Jackson et al. [16] observed that significant axial unloading can result in tortuosity, which was not resolved experimentally over periods usually sufficient for arterial G&R. Although the case of a sustained decrease in axial stretch was not investigated numerically herein, we can consider some possible reasons based on intuition gleaned from our simulations. Irreversible tortuosity may result, in part, from a much lower rate of degradation and particularly synthesis of collagen fibers when they experience a dramatic decrease in tension as compared to when they experience an increase in tension. Also, because functional elastin is not produced in mature arteries, an artery subjected to a stretch less than its original in vivo stretch would continue to have much less stressed elastin, noting that stressed elastin appears to be fundamental in mechanical homeostasis; its loss results in aneurysmal dilatation and/or tortuousity [cf., 27].

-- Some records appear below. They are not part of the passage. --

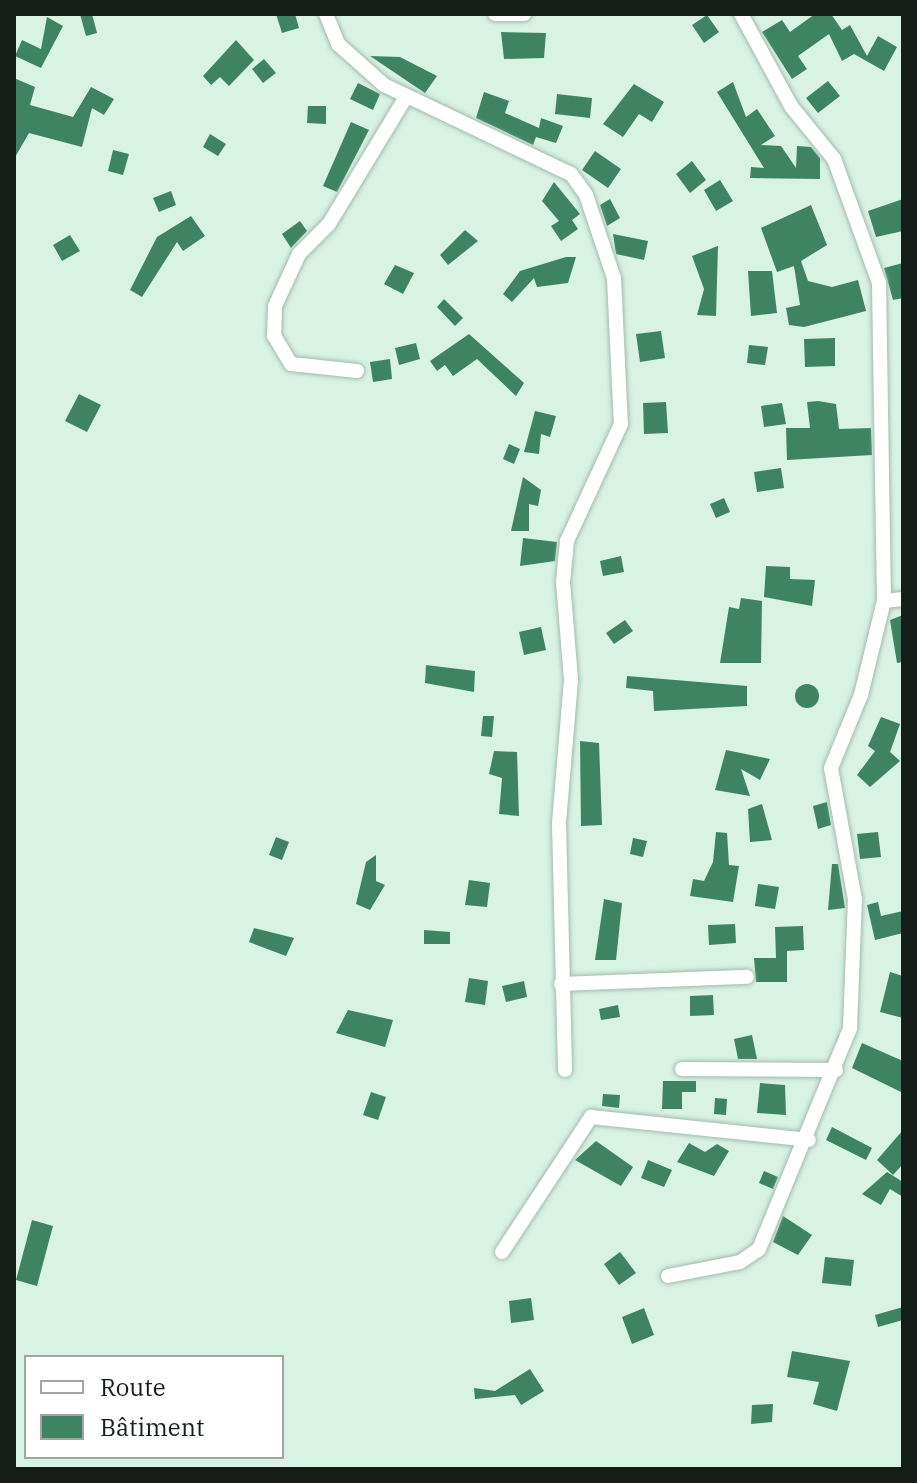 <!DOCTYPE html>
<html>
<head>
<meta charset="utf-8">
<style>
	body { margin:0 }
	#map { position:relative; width:917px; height:1483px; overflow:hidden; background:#d8f2e3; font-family:"IBM Plex Serif",serif }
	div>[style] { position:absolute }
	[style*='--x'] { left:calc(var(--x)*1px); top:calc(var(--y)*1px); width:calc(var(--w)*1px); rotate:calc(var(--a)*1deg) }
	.building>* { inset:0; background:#3e8463 }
	.round { border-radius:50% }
	.roads { filter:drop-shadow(0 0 2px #a3bbae) drop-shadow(0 0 2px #a3bbae) }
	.minor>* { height:14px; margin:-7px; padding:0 7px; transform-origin:7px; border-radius:7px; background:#fff }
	span { translate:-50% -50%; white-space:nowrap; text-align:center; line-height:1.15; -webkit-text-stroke:8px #fff; paint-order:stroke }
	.frame { position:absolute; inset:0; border:16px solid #141d18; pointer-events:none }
	.legend { position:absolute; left:24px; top:1355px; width:260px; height:104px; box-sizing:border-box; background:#fff; border:2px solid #a1a5a3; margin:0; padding:10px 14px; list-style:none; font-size:24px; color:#141d18 }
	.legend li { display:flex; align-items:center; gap:16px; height:40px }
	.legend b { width:40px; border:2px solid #a1a5a3 }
</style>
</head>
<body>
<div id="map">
	<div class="building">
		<div style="clip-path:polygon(80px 14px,92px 14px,97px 33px,86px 36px)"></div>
		<div style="clip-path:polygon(276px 14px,295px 14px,299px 28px,282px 33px)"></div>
		<div style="clip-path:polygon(815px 14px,831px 14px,842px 30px,850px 25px,867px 56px,878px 36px,897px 47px,884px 71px,854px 54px,842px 61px,829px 34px,798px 56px,807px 69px,792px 79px,762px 32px,782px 20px,790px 32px)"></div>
		<div style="clip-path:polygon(707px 15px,719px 32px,704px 43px,692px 25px)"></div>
		<div style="clip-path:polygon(47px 17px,63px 26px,41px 68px,15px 56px,22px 40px,41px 49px)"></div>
		<div style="clip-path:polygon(501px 32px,546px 33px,544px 58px,504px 59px)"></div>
		<div style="clip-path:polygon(236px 40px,254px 60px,229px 86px,220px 77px,211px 85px,203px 76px)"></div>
		<div style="clip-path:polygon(370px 56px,400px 57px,437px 76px,425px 93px)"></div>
		<div style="clip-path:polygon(264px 59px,276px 73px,263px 83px,252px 69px)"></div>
		<div style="clip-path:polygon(14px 78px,35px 87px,30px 105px,73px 117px,91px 87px,114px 99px,104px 115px,92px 108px,82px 147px,29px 133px,14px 159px)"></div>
		<div style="clip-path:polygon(828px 81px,840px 96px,818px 113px,806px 98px)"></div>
		<div style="clip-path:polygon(733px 82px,746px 117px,757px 109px,775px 136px,761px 145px,781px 146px,796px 168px,797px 146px,811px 147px,820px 158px,820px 179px,750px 178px,751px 167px,764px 168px,717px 92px)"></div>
		<div style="clip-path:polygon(358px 83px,380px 94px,373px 110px,350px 99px)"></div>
		<div style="clip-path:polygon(634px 84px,664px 102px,652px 122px,639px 114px,623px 137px,603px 124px)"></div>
		<div style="clip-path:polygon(484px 92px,509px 101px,505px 113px,539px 128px,541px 118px,563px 126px,556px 143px,536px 137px,533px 145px,476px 118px)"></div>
		<div style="clip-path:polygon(557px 94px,592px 98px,590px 118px,555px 114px)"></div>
		<div style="clip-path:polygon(308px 106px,326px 106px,326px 124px,307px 123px)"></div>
		<div style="clip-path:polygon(351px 122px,369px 130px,337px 192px,323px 186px)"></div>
		<div style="clip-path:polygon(210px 134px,226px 144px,218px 156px,203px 147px)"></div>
		<div style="clip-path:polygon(113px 150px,129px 154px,123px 175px,108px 171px)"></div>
		<div style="clip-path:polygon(595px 151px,621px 169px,608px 188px,582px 170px)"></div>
		<div style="clip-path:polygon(692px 161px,706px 180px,690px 193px,676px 174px)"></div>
		<div style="clip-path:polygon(720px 180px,733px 201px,716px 211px,704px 190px)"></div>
		<div style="clip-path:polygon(554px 182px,580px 214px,572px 220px,578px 229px,561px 241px,551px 226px,559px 221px,542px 201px)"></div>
		<div style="clip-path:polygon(171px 191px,176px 205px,159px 212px,153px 198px)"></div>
		<div style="clip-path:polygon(610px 199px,620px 218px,607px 226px,600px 205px)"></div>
		<div style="clip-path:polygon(903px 199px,903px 231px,876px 237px,868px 211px)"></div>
		<div style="clip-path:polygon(811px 205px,827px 245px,801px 261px,808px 281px,832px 287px,858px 280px,866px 311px,804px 327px,789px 325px,786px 308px,800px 305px,794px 266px,777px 272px,761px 228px)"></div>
		<div style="clip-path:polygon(191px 216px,205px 236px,183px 251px,177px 242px,142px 297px,130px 290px,157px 237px)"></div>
		<div style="clip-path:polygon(300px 221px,307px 231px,291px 248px,282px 234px)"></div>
		<div style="clip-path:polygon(465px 230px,478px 241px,448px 265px,440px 255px)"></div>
		<div style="clip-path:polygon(613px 234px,648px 241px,644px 260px,616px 254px)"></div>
		<div style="clip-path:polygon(70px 235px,80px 251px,62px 261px,53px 245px)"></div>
		<div style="clip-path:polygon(718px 246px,716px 316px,697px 315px,704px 289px,692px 256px)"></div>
		<div style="clip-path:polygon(566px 257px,576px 257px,568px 283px,537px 287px,534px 278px,512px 302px,503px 294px,520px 271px)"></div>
		<div style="clip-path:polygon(903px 263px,903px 298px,893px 300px,884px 268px)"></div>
		<div style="clip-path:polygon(395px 265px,414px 273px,403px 294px,384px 284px)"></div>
		<div style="clip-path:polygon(748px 271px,772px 271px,777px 313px,751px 316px)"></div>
		<div style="clip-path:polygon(444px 299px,463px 318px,455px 326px,437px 307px)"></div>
		<div style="clip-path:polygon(661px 331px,665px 358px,640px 362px,636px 334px)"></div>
		<div style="clip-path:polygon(469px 334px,524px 383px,516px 396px,477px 359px,453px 376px,445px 365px,437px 371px,430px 361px)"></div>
		<div style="clip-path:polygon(835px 338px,835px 366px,805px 367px,804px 339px)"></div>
		<div style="clip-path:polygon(416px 343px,420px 359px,399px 365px,395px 348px)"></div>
		<div style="clip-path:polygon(749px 345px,768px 347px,765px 365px,747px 363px)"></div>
		<div style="clip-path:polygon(390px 359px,392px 379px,373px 382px,370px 362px)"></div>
		<div style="clip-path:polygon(79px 394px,101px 405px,87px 432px,65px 421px)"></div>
		<div style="clip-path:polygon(818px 401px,836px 404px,839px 429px,871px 428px,872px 455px,787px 460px,786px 428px,810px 428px,807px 402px)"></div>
		<div style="clip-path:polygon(666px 402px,668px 433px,644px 434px,643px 403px)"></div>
		<div style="clip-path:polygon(782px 403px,786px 424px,764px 427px,761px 406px)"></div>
		<div style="clip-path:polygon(535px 411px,556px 416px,550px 437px,541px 434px,539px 454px,524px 452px)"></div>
		<div style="clip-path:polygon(509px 444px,520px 449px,514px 464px,503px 459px)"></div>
		<div style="clip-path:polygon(781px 468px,784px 488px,757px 492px,754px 472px)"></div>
		<div style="clip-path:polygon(523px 477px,541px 490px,538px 506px,529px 504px,529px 531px,511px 531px)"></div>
		<div style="clip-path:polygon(724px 498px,730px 512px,716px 518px,710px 504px)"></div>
		<div style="clip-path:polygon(523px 538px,557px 542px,555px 561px,520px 566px)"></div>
		<div style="clip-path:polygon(621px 556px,624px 572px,603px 576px,600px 561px)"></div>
		<div style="clip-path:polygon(766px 566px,790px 567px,790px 579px,815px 580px,812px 606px,764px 597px)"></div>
		<div style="clip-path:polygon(741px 598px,762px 601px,761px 663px,720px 663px,729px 607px,739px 609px)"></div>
		<div style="clip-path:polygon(903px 615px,903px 662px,897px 663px,890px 620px)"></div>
		<div style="clip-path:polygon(625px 620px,633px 631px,614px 644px,606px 633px)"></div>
		<div style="clip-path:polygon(541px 627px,546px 650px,524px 655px,519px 632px)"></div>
		<div style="clip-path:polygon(426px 665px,475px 671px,474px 692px,425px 683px)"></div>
		<div style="clip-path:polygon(627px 676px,747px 686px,747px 706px,654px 711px,653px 691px,626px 688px)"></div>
		<div class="round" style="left:795px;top:684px;width:24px;height:24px"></div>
		<div style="clip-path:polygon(483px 716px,494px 716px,492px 737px,481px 736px)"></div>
		<div style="clip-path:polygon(881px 717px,900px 724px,890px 752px,900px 761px,870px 787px,857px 775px,875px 751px,868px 746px)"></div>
		<div style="clip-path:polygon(580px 741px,599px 743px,602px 825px,581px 826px)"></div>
		<div style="clip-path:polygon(726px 750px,770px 759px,760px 780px,741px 769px,750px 796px,715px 790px)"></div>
		<div style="clip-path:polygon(494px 751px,517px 752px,519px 816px,499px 814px,502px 778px,489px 774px)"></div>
		<div style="clip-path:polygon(827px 802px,831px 825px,818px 829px,813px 806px)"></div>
		<div style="clip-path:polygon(762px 804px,772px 840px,750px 842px,748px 809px)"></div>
		<div style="clip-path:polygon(716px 832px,727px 833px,729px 865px,739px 866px,733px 902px,690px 896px,693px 879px,704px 881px,713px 862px)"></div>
		<div style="clip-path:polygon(878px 832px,881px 857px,860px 859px,857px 834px)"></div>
		<div style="clip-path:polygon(276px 837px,289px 842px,282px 860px,269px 855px)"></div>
		<div style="clip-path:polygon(633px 838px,647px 841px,643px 857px,630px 854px)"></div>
		<div style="clip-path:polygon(376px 855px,376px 881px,385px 885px,370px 910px,356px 904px,366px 862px)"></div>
		<div style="clip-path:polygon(832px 864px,838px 864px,845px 908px,828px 910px)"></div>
		<div style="clip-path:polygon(469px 880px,490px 883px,487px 907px,465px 905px)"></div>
		<div style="clip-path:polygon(758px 884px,779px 887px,775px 909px,755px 906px)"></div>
		<div style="clip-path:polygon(604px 899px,622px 903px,616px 960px,595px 960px)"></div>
		<div style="clip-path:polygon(878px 902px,881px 916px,903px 911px,903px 933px,875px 940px,867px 905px)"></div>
		<div style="clip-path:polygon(735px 924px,736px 943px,709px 945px,708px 925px)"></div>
		<div style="clip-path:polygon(803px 926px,804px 950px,787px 951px,787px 982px,756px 982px,754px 958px,776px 958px,775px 927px)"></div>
		<div style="clip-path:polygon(254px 928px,294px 938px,286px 956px,249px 942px)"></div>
		<div style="clip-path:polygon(424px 930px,450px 932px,450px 944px,424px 944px)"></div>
		<div style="clip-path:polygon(890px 972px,903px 976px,903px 1018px,880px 1012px)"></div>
		<div style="clip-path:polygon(469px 978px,488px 981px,485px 1005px,465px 1002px)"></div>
		<div style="clip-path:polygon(524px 981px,527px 997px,506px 1002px,502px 986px)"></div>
		<div style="clip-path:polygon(713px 995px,714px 1015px,690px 1016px,690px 996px)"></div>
		<div style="clip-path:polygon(618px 1005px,620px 1017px,601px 1020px,599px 1009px)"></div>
		<div style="clip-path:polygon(348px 1010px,393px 1020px,385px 1047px,336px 1033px)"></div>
		<div style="clip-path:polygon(752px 1035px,757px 1059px,738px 1059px,734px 1039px)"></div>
		<div style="clip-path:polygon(862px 1043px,903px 1061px,903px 1093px,852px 1068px)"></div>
		<div style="clip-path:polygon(663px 1081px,696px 1081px,696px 1092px,682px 1092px,682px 1109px,662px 1109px)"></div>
		<div style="clip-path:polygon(760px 1083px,785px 1085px,786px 1115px,757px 1113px)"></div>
		<div style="clip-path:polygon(371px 1092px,386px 1097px,378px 1120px,363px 1115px)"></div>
		<div style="clip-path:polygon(603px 1094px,620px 1095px,619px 1108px,602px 1106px)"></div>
		<div style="clip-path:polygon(715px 1098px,727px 1099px,726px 1115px,714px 1114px)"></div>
		<div style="clip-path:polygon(832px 1127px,872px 1148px,866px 1160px,826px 1140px)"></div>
		<div style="clip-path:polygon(903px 1130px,903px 1164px,893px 1175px,877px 1160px)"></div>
		<div style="clip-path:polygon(596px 1141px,633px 1167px,621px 1186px,575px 1160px)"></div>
		<div style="clip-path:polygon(689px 1143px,705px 1152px,717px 1144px,729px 1151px,714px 1176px,677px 1162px)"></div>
		<div style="clip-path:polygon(648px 1160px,672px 1170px,664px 1187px,641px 1178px)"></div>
		<div style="clip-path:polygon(764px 1171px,778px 1177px,773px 1189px,759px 1183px)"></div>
		<div style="clip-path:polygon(887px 1172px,903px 1182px,903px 1197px,890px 1189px,881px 1205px,862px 1194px)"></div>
		<div style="clip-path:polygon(783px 1216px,812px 1235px,798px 1255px,773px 1242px)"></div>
		<div style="clip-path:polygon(32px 1220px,53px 1226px,37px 1286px,16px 1280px)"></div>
		<div style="clip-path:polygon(620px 1252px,636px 1273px,619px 1285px,604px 1264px)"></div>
		<div style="clip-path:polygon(825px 1257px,854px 1260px,851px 1286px,822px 1283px)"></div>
		<div style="clip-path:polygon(531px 1298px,534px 1320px,511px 1323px,509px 1301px)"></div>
		<div style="clip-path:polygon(903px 1307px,903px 1320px,878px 1327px,875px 1315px)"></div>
		<div style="clip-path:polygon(644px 1308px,654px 1335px,632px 1344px,622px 1317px)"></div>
		<div style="clip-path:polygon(792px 1351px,850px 1361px,837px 1411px,813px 1404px,819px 1382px,787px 1377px)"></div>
		<div style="clip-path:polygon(530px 1369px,544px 1391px,521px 1405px,515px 1395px,475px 1399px,474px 1388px,495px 1391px)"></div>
		<div style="clip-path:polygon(773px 1404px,772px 1422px,751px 1424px,752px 1405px)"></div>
	</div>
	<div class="roads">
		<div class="minor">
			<div style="--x:326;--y:14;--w:32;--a:68"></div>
			<div style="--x:338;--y:44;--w:62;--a:41.7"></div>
			<div style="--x:384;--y:85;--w:207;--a:25.5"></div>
			<div style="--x:571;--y:174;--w:26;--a:54"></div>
			<div style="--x:586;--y:195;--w:88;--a:71.4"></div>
			<div style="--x:614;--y:278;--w:146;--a:87.3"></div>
			<div style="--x:621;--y:424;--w:129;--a:114.8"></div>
			<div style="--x:567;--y:541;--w:41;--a:95.6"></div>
			<div style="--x:563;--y:582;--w:98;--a:85.3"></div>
			<div style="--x:571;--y:680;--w:144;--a:94.8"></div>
			<div style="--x:559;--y:823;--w:247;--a:88.6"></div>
			<div style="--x:495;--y:14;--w:29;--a:0"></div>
			<div style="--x:357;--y:371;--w:66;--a:-173.9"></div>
			<div style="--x:291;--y:364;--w:33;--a:-121"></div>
			<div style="--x:274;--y:336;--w:30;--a:-88"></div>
			<div style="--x:275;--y:306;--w:57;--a:-65.2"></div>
			<div style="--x:299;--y:254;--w:42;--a:-45"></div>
			<div style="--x:329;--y:224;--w:149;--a:-58.8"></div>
			<div style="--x:884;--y:601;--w:19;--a:-6"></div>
			<div style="--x:561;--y:984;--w:186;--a:-2.2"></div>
			<div style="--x:682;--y:1069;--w:154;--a:0.4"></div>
			<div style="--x:502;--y:1252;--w:162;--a:-56.6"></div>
			<div style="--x:591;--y:1117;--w:219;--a:6"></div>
			<div style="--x:668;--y:1276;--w:73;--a:-11"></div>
			<div style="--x:740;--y:1262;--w:23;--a:-34"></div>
			<div style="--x:759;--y:1249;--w:239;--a:-67.6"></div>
			<div style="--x:850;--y:1028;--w:128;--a:-87.8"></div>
			<div style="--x:855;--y:900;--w:134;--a:-100.3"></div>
			<div style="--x:831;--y:768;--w:79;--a:-67.7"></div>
			<div style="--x:861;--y:695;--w:97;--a:-76.3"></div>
			<div style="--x:884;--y:601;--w:318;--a:-90.9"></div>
			<div style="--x:879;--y:283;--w:132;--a:-109.9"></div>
			<div style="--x:834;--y:159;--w:68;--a:-129.1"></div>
			<div style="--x:791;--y:106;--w:105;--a:-118.5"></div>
		</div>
	</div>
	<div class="frame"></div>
	<ul class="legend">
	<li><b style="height:10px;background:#fff"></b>Route</li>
	<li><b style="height:22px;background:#3e8463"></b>Bâtiment</li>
	</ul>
</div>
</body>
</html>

Recognition of the importance of axial stress in arterial homeostasis and adaptations is clearly much more recent (ca. 2002) than the longstanding knowledge of the importance of pressure-induced circumferential stress and flow-induced wall shear stress. Consequently, there is a pressing need for increased attention to its clinical importance. Given that axial stress appears to be such a strong regulator of arterial G&R, there is a need to study effects of bypass procedures, using either native or synthetic grafts, on the host vessel response. Similarly, there is a need to consider potential effects of axial extension on construct development in tissue engineering of blood vessels.

4.4 Conclusion

The present constrained mixture model appears to capture salient features of arterial G&R in response to increased axial extension similar to prior results for altered pressure and flow [35]. Nevertheless, it is important to note that the present simulations were found to be much more sensitive to prescribed values of the rate parameters in the relations for matrix production. It is possible that this increased numerical sensitivity reflects, in part, the increased biological sensitivity in responses observed experimentally by Jackson et al. [16]. Alternatively, this observation may also serve as an important reminder that there is a pressing need for more biological data to formulate improved constitutive relations for the stress mediated production and removal, including their dependence on perturbations in all stresses from homeostatic values. That is, we currently do not know the best functional forms for m^k(τ) and q^k(s, τ) - recall equations (12) and (14) - and we do not know the best metric of stress on which they depend. Nevertheless, the present results are encouraging and suggest that a single theory of arterial growth and remodeling, containing a single set of material parameters, should be able to describe and predict responses to diverse perturbations in the chemomechan-ical environment once we have refined the requisite constitutive relations and material parameters based on improved data, particularly on stress-mediated constituent turnover rates. Together, therefore, continued parallel advances in vascular mechanobiology, medical imaging, biomechanical modeling, and computational methods promise to increase significantly our understanding of vascular physiology, pathophysiology, injury, and clinical intervention, and thus to improve clinical care via more personalized and pre-emptive treatments [14, 18].